▶ [Your assignment]
Your answer should be every line of the entries that has the string "setLineDash" in it.

▶ [Information given]
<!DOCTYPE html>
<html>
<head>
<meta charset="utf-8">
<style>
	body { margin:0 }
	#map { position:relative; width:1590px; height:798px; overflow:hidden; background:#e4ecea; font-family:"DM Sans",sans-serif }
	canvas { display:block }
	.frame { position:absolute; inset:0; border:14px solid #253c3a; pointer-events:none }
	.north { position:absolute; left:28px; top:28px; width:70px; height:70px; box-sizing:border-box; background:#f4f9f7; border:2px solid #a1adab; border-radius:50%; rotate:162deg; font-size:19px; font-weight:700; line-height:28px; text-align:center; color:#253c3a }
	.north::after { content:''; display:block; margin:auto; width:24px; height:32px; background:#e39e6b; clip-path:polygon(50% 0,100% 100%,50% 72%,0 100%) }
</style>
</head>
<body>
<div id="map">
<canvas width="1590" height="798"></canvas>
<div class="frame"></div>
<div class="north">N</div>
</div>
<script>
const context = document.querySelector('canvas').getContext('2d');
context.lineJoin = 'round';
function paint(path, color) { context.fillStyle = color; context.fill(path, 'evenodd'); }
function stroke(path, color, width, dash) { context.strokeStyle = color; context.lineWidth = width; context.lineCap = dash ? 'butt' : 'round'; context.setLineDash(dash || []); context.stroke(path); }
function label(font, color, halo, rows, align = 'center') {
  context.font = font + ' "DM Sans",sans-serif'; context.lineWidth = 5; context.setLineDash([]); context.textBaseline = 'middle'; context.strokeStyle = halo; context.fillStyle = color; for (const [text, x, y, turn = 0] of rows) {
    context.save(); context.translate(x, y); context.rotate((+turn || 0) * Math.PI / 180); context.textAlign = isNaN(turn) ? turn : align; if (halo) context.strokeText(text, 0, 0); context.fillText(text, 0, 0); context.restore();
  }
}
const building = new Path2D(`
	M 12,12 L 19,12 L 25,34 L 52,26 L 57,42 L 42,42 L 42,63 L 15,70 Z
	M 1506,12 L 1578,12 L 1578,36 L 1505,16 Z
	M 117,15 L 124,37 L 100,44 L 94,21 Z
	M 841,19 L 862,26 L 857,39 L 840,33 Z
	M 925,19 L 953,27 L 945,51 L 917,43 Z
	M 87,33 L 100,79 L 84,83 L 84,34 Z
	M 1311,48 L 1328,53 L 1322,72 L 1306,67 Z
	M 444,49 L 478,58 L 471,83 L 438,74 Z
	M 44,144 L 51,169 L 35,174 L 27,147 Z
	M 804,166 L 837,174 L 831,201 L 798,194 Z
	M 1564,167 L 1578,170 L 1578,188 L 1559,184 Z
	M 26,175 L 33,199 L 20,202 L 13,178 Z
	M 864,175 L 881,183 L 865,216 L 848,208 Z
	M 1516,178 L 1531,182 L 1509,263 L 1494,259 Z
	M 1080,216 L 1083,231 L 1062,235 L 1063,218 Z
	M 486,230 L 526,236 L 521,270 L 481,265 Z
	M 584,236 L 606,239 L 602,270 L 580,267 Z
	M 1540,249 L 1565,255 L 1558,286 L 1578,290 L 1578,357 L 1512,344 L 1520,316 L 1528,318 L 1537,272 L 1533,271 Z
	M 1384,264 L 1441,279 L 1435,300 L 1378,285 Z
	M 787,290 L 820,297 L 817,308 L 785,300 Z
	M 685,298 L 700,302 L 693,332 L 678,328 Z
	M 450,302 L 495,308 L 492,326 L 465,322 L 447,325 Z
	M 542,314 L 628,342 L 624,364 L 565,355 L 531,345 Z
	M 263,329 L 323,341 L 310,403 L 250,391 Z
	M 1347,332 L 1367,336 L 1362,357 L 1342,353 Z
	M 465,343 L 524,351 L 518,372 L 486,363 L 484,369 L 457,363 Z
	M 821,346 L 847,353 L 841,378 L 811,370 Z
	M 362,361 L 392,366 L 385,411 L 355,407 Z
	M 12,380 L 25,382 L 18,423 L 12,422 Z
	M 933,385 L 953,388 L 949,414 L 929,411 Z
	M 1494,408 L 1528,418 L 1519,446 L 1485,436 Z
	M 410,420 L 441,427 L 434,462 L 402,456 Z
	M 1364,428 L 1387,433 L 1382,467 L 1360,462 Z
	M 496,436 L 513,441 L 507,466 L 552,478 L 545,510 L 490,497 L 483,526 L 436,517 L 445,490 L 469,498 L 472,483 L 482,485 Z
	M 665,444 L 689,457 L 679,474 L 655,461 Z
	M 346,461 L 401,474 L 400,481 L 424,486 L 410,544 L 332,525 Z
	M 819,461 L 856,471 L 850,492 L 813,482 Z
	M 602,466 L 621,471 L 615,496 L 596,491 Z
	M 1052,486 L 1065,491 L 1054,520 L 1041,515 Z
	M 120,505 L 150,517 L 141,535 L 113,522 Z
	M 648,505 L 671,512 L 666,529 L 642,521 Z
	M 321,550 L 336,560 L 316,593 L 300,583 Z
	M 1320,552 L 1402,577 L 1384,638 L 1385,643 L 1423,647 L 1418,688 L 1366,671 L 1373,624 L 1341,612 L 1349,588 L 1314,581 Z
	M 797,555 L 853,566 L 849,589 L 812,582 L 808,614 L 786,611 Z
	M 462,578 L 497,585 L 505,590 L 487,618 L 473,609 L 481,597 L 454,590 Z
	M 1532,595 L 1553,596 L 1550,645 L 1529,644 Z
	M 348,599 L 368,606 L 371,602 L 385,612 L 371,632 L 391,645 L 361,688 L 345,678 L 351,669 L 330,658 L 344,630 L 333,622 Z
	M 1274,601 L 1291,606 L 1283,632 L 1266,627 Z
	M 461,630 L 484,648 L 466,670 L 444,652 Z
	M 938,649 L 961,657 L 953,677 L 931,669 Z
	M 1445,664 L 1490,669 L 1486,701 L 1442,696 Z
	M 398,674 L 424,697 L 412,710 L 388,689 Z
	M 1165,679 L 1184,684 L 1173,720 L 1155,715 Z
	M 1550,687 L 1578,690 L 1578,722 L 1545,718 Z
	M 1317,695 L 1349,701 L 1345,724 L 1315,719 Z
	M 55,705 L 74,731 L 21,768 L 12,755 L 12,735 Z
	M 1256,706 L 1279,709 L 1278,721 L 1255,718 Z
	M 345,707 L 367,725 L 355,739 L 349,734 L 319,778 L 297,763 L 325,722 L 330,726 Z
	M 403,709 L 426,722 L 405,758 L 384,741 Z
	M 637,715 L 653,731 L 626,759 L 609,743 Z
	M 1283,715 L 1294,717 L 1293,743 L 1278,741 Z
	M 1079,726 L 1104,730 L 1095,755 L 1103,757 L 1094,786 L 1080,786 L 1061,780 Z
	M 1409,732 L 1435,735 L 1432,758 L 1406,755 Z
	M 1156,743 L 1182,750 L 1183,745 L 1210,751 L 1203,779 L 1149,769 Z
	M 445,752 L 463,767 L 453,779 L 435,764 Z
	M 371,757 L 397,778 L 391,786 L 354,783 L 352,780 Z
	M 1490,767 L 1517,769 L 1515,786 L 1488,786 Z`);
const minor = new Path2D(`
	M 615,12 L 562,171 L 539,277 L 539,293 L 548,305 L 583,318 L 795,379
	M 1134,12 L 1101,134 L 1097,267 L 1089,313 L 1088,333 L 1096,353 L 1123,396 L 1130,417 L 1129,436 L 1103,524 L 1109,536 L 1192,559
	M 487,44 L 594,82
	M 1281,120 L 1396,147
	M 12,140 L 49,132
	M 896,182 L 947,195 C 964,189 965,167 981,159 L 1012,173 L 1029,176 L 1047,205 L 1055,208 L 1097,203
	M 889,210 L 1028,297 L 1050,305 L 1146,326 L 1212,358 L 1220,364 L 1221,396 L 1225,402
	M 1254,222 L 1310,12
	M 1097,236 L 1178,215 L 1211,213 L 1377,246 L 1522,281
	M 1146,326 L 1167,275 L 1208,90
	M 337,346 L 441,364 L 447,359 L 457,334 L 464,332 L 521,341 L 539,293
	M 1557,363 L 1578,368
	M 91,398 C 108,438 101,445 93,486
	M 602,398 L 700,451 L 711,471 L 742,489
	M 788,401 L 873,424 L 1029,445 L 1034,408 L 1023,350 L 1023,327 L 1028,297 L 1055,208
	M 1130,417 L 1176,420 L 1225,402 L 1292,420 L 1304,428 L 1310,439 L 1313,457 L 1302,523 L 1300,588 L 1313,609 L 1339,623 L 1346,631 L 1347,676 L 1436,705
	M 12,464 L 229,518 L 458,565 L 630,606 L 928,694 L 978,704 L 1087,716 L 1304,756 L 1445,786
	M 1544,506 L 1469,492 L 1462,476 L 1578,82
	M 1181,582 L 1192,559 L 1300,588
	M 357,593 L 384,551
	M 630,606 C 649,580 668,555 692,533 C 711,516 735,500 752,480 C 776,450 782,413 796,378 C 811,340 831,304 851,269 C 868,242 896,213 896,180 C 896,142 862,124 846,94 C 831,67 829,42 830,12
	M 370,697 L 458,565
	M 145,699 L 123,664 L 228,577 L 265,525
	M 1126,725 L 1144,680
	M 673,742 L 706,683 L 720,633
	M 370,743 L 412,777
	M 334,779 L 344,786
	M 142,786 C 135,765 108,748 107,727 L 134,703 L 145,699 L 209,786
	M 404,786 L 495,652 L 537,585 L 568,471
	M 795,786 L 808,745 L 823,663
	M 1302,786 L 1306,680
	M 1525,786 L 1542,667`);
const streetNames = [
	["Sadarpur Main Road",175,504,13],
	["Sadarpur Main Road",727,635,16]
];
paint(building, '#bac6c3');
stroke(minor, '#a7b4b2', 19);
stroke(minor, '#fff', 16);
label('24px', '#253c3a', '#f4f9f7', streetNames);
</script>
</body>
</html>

▶ [Exercise response]
function stroke(path, color, width, dash) { context.strokeStyle = color; context.lineWidth = width; context.lineCap = dash ? 'butt' : 'round'; context.setLineDash(dash || []); context.stroke(path); }
  context.font = font + ' "DM Sans",sans-serif'; context.lineWidth = 5; context.setLineDash([]); context.textBaseline = 'middle'; context.strokeStyle = halo; context.fillStyle = color; for (const [text, x, y, turn = 0] of rows) {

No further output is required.